Le 09/06/2026 à 19:19, Andrew Lamb a écrit :
I don't understand how it's useful:
1) At this point it's too late, the Parquet file was written already, so
this is not solving the user's problem of "how do I choose a safe
feature set".
In my mind, the format version is exactly a shared vocabulary for readers
and writers to agree on a safe feature set.
For example if a writer wants to ensure Spark 4.0 can read their files, (I
am making up version numbers), they look up and find that spark supports
features in parquet-format 2.11 and restrict themselves to just those
features.
What if Spark supports some features from 2.12, but doesn't support all
the features from 2.11 (or even 2.6), for example?

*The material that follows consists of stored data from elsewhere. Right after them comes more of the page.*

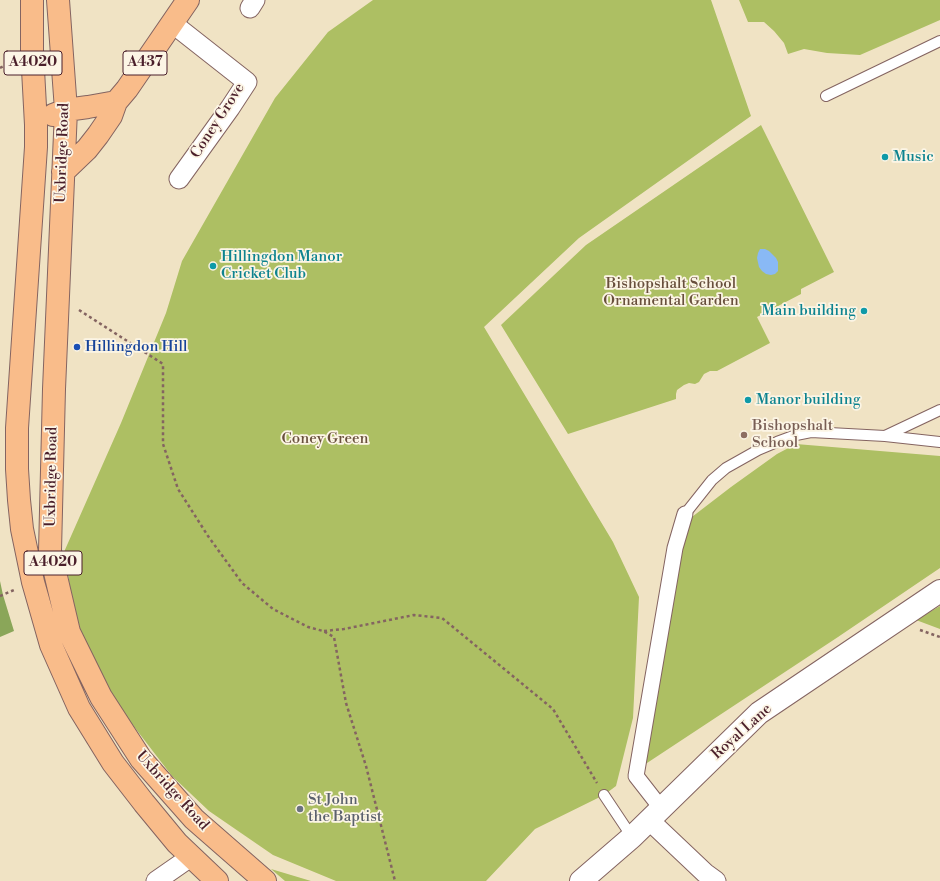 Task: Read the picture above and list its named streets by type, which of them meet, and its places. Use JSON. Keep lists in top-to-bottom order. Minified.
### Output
{"streets":{"main road":["A4020","A437","Uxbridge Road"],"street":["Coney Grove","Royal Lane"]},"crossings":[["A437","Coney Grove"],["A437","Uxbridge Road"]],"parks":["Bishopshalt School Ornamental Garden","Coney Green"],"places":["Music","Hillingdon Manor Cricket Club","Main building","Hillingdon Hill","Manor building","Bishopshalt School","St John the Baptist"]} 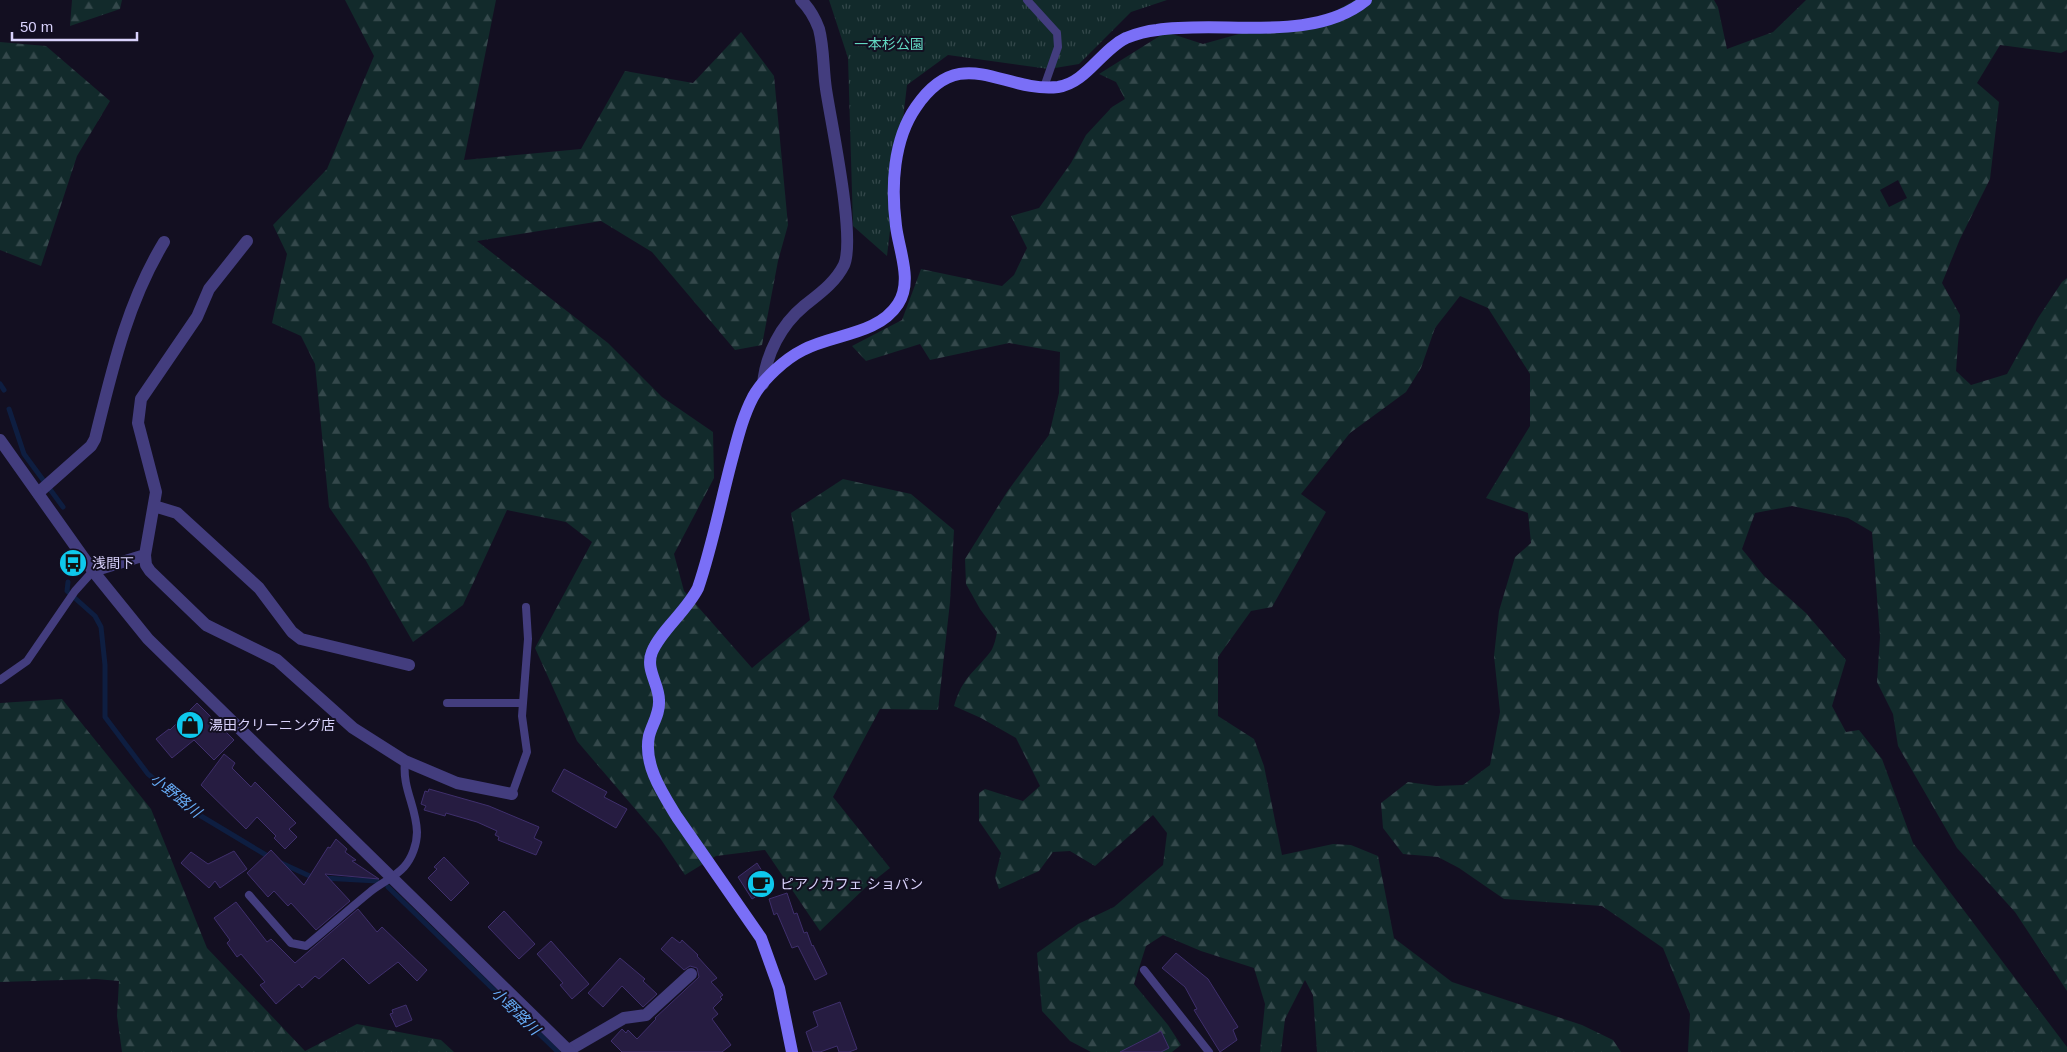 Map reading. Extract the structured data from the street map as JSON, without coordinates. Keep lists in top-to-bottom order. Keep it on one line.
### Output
{"water":["小野路川"],"parks":["一本杉公園"],"places":{"bus stop":["浅間下"],"shop":["湯田クリーニング店"],"cafe":["ピアノカフェ ショパン"]},"scale_bar":"50 m"} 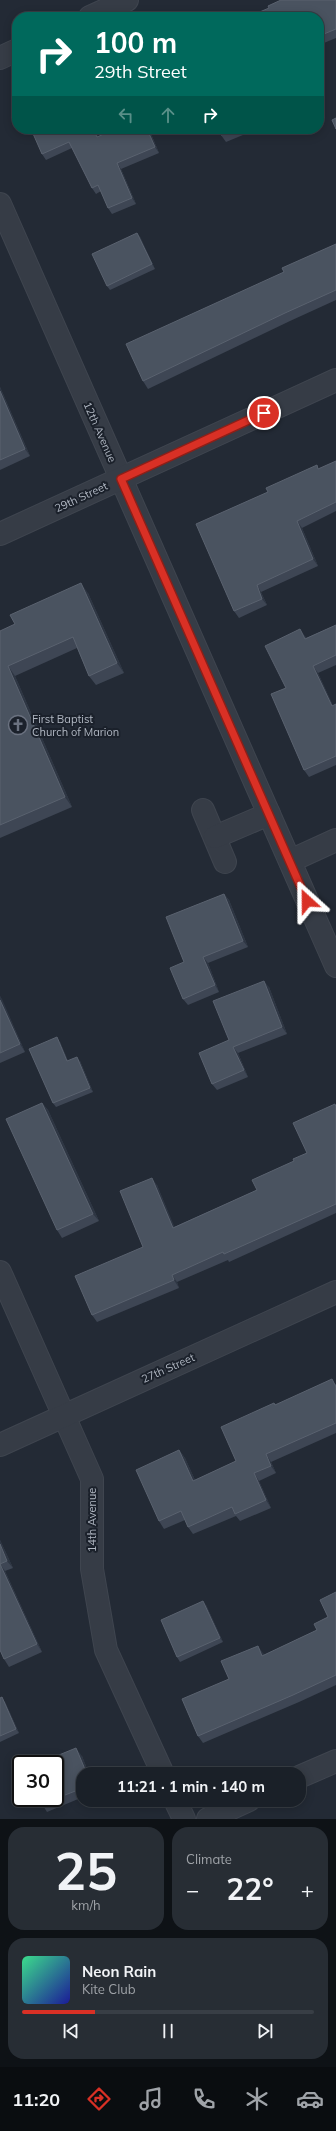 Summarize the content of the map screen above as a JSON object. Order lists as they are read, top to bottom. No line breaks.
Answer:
{"streets":{"street":["12th Avenue","29th Street","27th Street","14th Avenue"]},"crossings":[["12th Avenue","29th Street"],["27th Street","14th Avenue"]],"places":{"church":["First Baptist Church of Marion"]},"page":{"turn":["100 m","29th Street"],"limit":"30","trip":"11:21 · 1 min · 140 m","tile":[["25","km/h"],"Climate"],"heat":["−","22°","+"],"song":["Neon Rain","Kite Club"],"tabs":"11:20"}} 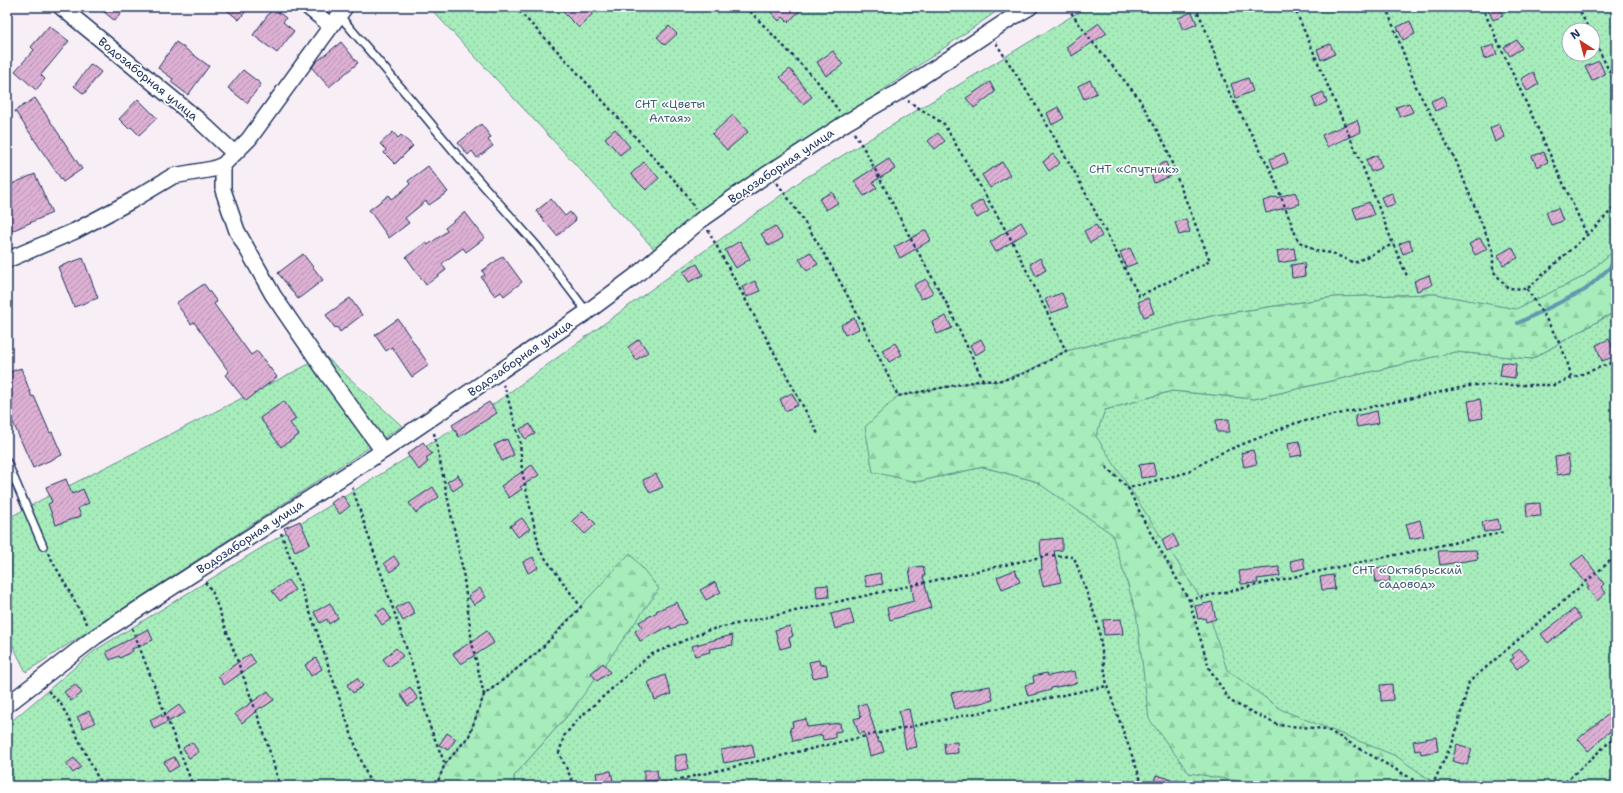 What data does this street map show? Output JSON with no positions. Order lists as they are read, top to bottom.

Historically it's been quite common to have this kind of jagged feature
adoption where implementations do not necessarily implement features in
the chronological order of their appearance in parquet-format. Just
because something is in parquet-format doesn't mean it will get wide
adoption.
(perhaps some Parquet readers still don't implement modular encryption,
for example? and let's not talk about INT96 timestamps or LZO
compression...)
2) Let's say Parquet 2.34 introduces features A and B. Let's also say a
Parquet reader implements feature A but not feature B. What should this
reader do if you give it a file that has version 2.34 recorded in the
metadata? Should it error out (but perhaps the file only uses feature
A)? Or should it not error out (but perhaps the file uses feature B)?
I would suggest:
1. Basic readers: error out (simplest to code, and easiest to explain the
behavior, even though some readable files may be rejected), with a user
defined "ignore version" field
2. Advanced readers: try and check the file for features in 2.34 that it
doesn't support (e.g. the use of the new ALP encoding) and error if present
Readers *already* error out when then encounter an unknown encoding in a
column they are asked to reader. What do we gain by having them *also*
check a version number?
For more advanced uscases and readers without complete support, the writer
could do more nuanced research about what extra flags / features to enable
This is the statu quo, and it doesn't work well as users generally
settle on the conservative defaults exposed by mainstream writers.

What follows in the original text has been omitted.